Concise architecture contract for replay, checkpointing, and snapshot use.

Purpose

Replay rebuilds derived state from the authoritative event journal. Snapshots and checkpoints reduce rebuild cost; they do not replace journal truth.

Core concepts

Event journal: append-only source of truth.
Projection: derived read state built from ordered events.
Checkpoint: last successfully applied sequence (last_seq).
Snapshot: materialized derived state at a sequence point.

Replay invariants

Events are applied in strict sequence order.
Sequence gaps are replay errors.
Checkpoint progress advances only after successful apply.
Unknown system module/adapter routing is replay-fatal.
Replay must be deterministic and idempotent.
Services must not bypass replay by writing projection state directly.

Replay modes

Full replay: rebuild from sequence 0.
Snapshot-accelerated replay: seed from snapshot, continue from snapshot sequence.
Partial replay: resume after a known sequence boundary.

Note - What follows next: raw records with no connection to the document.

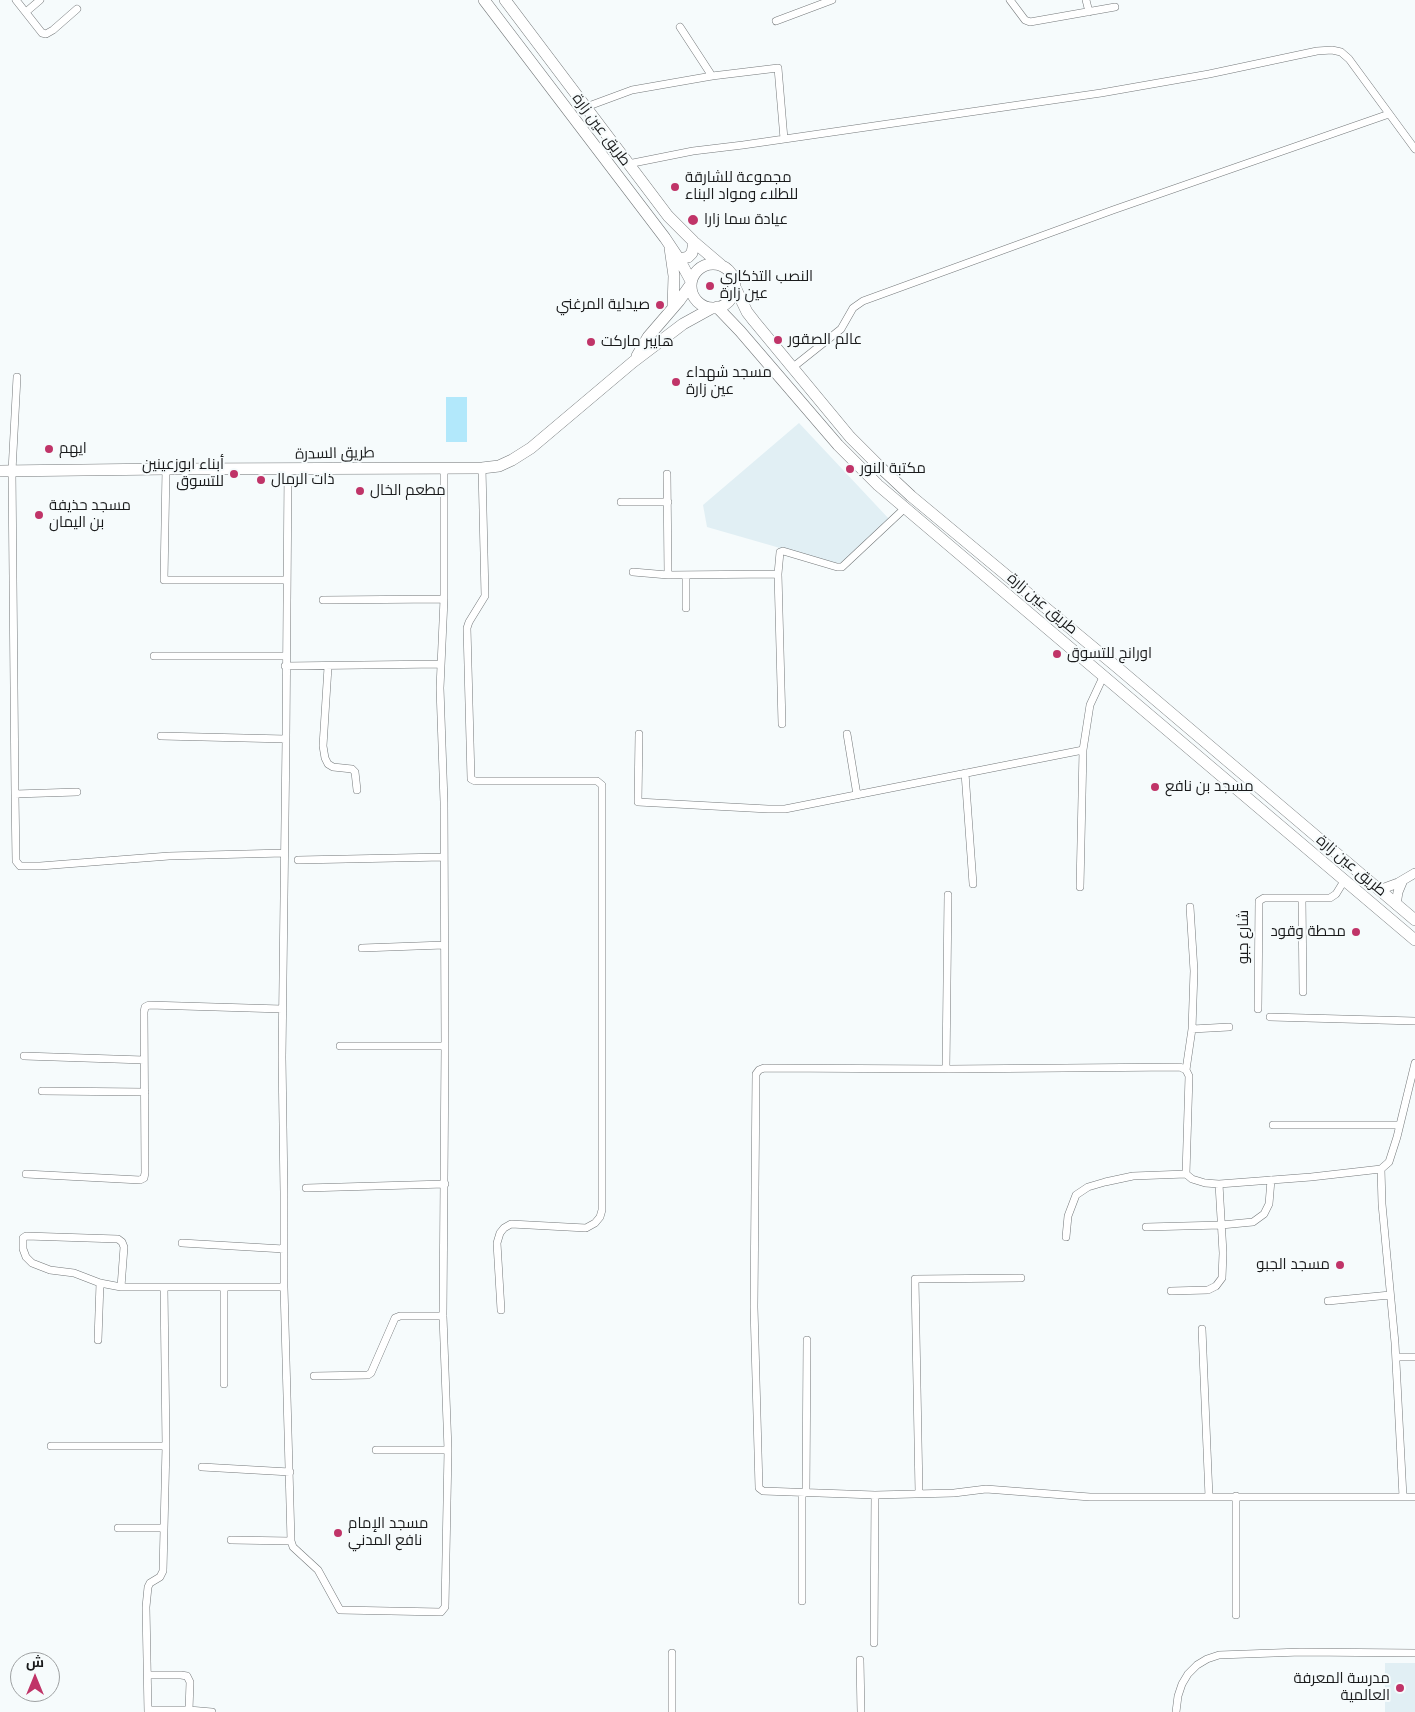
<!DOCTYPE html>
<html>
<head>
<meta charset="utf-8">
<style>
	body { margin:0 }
	#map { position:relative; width:1415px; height:1712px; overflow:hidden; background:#f6fbfc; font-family:"Times New Roman",Cairo,serif }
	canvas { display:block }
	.north { position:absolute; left:10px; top:1652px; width:50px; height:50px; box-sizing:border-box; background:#f6fbfc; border:1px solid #9ea1a2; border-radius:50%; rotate:0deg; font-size:14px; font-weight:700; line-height:20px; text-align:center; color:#1a1b1c }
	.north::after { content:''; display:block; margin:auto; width:18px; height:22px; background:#c03468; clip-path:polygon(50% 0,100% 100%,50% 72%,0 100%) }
</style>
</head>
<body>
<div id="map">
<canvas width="1415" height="1712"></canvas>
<div class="north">ش</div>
</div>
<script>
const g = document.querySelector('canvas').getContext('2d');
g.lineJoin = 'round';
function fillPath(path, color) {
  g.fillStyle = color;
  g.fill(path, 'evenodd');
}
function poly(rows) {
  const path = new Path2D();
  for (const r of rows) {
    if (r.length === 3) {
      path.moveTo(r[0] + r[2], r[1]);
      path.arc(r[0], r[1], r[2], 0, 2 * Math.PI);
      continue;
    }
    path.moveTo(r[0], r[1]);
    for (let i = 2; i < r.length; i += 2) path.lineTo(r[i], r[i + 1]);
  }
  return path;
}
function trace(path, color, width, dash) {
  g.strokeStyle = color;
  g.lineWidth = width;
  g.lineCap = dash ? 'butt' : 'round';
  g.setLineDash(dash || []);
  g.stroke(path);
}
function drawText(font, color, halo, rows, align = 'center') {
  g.font = font + ' "Times New Roman",Cairo,serif';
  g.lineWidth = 4;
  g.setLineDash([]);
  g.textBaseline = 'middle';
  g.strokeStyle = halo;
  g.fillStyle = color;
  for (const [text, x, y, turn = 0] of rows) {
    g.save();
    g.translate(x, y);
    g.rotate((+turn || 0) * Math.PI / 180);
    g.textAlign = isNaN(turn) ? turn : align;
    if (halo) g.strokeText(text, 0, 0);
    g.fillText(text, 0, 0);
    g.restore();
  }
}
fillPath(poly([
	[799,423,890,520,839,565,707,527,703,505],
	[1385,1663,1415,1663,1415,1712,1385,1712]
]), '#e1eff4');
fillPath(poly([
	[446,397,467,397,467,442,446,442]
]), '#b2e8fb');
const minor = poly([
	[16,0,42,33,46,34,53,30,77,9],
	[1010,0,1025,20,1030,22,1115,7],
	[1086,0,1089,12],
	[26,12,40,0],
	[776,21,832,0],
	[680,27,712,76],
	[586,107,632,90,712,76,778,68,784,139],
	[628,164,693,151,743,145,1101,93,1209,74,1317,51,1332,50,1341,52,1349,59,1415,149],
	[792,368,841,329,853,308,863,301,1113,210,1389,114],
	[17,377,12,471,15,794,77,792],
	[482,468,485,596,469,622,467,628,471,779,475,781,597,781,602,785,602,1210,600,1217,595,1223,586,1228,511,1224,504,1228,500,1233,497,1243,501,1310],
	[166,469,164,580,287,580],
	[288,469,286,739,282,1057,284,1193,284,1287,291,1541,293,1547,318,1570,340,1610,441,1612,445,1607,448,1450,443,1316,445,1046,444,802,440,688,444,599,444,468],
	[667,474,668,575],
	[621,502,668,502],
	[633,572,668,575,778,574],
	[686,575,686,608],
	[323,600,444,599],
	[154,656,286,656],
	[285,666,441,664],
	[328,667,323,746,325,758,328,764,333,767,352,769,355,772,357,790],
	[782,724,778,574,780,552,783,551,837,567,842,567,905,508],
	[639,734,638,802,768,809,785,809,1083,750],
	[847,734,857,795],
	[161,736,286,739],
	[965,773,973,884],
	[15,794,16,861,20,866,40,866,169,856,284,853],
	[298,860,444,857],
	[1080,887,1083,750,1090,705,1104,675],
	[1302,898,1303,992],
	[362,948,444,945],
	[1258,1009,1259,901,1264,898,1330,898,1336,894,1344,881],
	[1270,1017,1415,1021],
	[1192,1029,1229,1027],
	[340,1046,445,1046],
	[24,1056,144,1060],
	[946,1069,948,895],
	[1186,1070,1180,1067,949,1069,764,1068,759,1070,756,1074,754,1307,759,1488,763,1491,875,1495,954,1493,986,1489,1090,1497,1415,1497],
	[42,1091,145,1092],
	[1273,1125,1400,1125],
	[1381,1169,1382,1204,1395,1343,1403,1497],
	[26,1174,140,1180,144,1178,145,1173,144,1012,145,1007,149,1005,282,1009],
	[1186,1174,1189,1076,1186,1070,1192,1029,1194,971,1190,907],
	[306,1188,445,1184],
	[1146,1227,1221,1225,1253,1222,1264,1214,1269,1204,1271,1180],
	[1066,1237,1068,1216,1076,1195,1088,1187,1105,1182,1133,1176,1186,1174,1192,1179,1205,1183,1219,1184,1311,1177,1381,1169,1389,1162,1397,1137,1415,1063],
	[182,1243,284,1249],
	[121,1287,124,1247,122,1242,118,1239,26,1236,23,1238,23,1249,26,1257,32,1263,50,1270,74,1273,100,1283,121,1287,284,1287],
	[224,1287,224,1384],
	[1171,1291,1208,1290,1216,1286,1222,1278,1223,1253,1219,1184],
	[1328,1301,1390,1295],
	[1202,1329,1209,1497],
	[98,1340,100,1283],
	[1396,1357,1415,1357],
	[314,1376,368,1375,371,1373,395,1318,400,1316,443,1316],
	[51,1446,166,1446],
	[376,1450,448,1450],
	[202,1467,290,1472],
	[806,1493,807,1340],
	[919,1493,915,1279,1021,1278],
	[1236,1496,1236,1615],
	[118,1528,164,1528],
	[231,1540,291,1541],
	[802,1601,802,1493],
	[874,1643,875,1495],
	[672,1653,672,1712],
	[860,1660,861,1712],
	[148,1675,181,1675,187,1676,190,1682,189,1710,212,1712],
	[148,1710,189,1710],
	[148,1712,146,1607,148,1587,150,1583,160,1577,163,1571,166,1446,164,1287],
	[1176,1712,1178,1696,1182,1684,1188,1674,1197,1665,1207,1659,1219,1655,1301,1652,1415,1653]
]);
const tertiary = poly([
	[1379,890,1398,883,1415,873],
	[1396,905,1398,892,1403,880]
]);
const primary = poly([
	[484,0,665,238,679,259,691,281],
	[505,0,668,216,694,242,721,265],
	[670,248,674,276,673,308],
	[679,259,688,257,692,253,694,242],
	[713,286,22],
	[734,285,747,312,754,321,850,437,880,467,911,496,1118,668,1415,920],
	[717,307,740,331,838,445,878,485,1415,940],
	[637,356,648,337,679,301,691,284],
	[0,471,166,469,482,468,499,466,512,460,531,448,633,362,683,324,712,308]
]);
trace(minor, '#74787a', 8);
trace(tertiary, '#74787a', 10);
trace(primary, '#74787a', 12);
trace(minor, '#fff', 7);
trace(tertiary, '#fff', 9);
trace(primary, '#fff', 11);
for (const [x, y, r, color] of [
	[675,187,5,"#c03468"],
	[693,220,6,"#c03468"],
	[710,286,5,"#c03468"],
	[660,305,5,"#c03468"],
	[778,340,5,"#c03468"],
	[591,342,5,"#c03468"],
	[676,382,5,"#c03468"],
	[49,449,5,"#c03468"],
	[850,469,5,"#c03468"],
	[234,474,5,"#c03468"],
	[261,480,5,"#c03468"],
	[360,491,5,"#c03468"],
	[39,515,5,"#c03468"],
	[1057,654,5,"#c03468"],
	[1155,787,5,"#c03468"],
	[1356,932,5,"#c03468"],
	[1340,1265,5,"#c03468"],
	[338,1533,5,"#c03468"],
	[1400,1688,5,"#c03468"]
]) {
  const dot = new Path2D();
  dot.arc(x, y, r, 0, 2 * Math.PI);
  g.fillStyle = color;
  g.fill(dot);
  trace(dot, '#f6fbfc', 2);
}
drawText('15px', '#1a1b1c', '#f6fbfc', [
	["طريق عين زارة",601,130,53],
	["طريق السدرة",335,454,-1],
	["طريق عين زارة",1042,604,40],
	["طريق عين زارة",1351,866,40],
	["شارع جبو",1244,937,-90]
]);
drawText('15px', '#1a1b1c', '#f6fbfc', [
	["مجموعة للشارقة",685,178],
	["للطلاء ومواد البناء",685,195],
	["عيادة سما زارا",704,220],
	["النصب التذكاري",720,277],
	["عين زارة",720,294],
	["صيدلية المرغني",650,305,"right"],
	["عالم الصقور",788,340],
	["هايبر ماركت",601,342],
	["مسجد شهداء",686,373],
	["عين زارة",686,390],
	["ايهم",59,449],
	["أبناء ابوزعينين",224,465,"right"],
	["للتسوق",224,482,"right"],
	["مكتبة النور",860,469],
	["ذات الرمال",271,480],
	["مطعم الخال",370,491],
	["مسجد حذيفة",49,506],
	["بن اليمان",49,523],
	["اورانج للتسوق",1067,654],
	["مسجد بن نافع",1165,787],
	["محطة وقود",1346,932,"right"],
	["مسجد الجبو",1330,1265,"right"],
	["مسجد الإمام",348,1524],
	["نافع المدني",348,1541],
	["مدرسة المعرفة",1390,1679,"right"],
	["العالمية",1390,1696,"right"]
], 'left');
</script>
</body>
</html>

Command-time mutation handling uses full journal replay from authoritative history. Snapshot/checkpoint acceleration is a replay/projection concern, not a command-decision cache.

Mode selection is operational; invariants stay the same.

Code-level seam contracts

Replay and gap-repair logic depends on narrow projection-local interfaces instead of concrete store/applier implementations:

EventApplier: applies one event to projections
ReplayEventStore: lists ordered campaign events for replay
GapRepairEventStore: replay listing + high-water sequence lookup

These contracts live in internal/services/game/projection/replay_contracts.go and keep replay tests focused on durable behavior (ordering, bounds, gap detection) instead of broad infrastructure fake implementations.

Checkpoint and snapshot model

Snapshot-accelerated replay starts from the snapshot sequence.
When a checkpoint is ahead of snapshot sequence, replay must cap the checkpoint cursor at snapshot sequence so no events are skipped.
Without a snapshot seed, replay starts from max of configured after_seq and checkpoint sequence.
Successful apply advances checkpoint.
Snapshot writes are optimization artifacts and can be recomputed.
Snapshot corruption must not block journal-based recovery.

Failure handling model

Post-persist fold/apply failure: event remains authoritative; replay can recover state.
Projection drift: detected via sequence gap checks and repaired via replay.
Adapter not found: fail fast; do not continue with partial projection state.

Architecture boundary

This page defines replay architecture only. Operator procedures, repair commands, and runbook workflows live in running docs.

Historical event copy/import is explicit and centralized. When the system needs to append already-authoritative past events, it must use the dedicated import seam rather than letting transports append to the journal directly.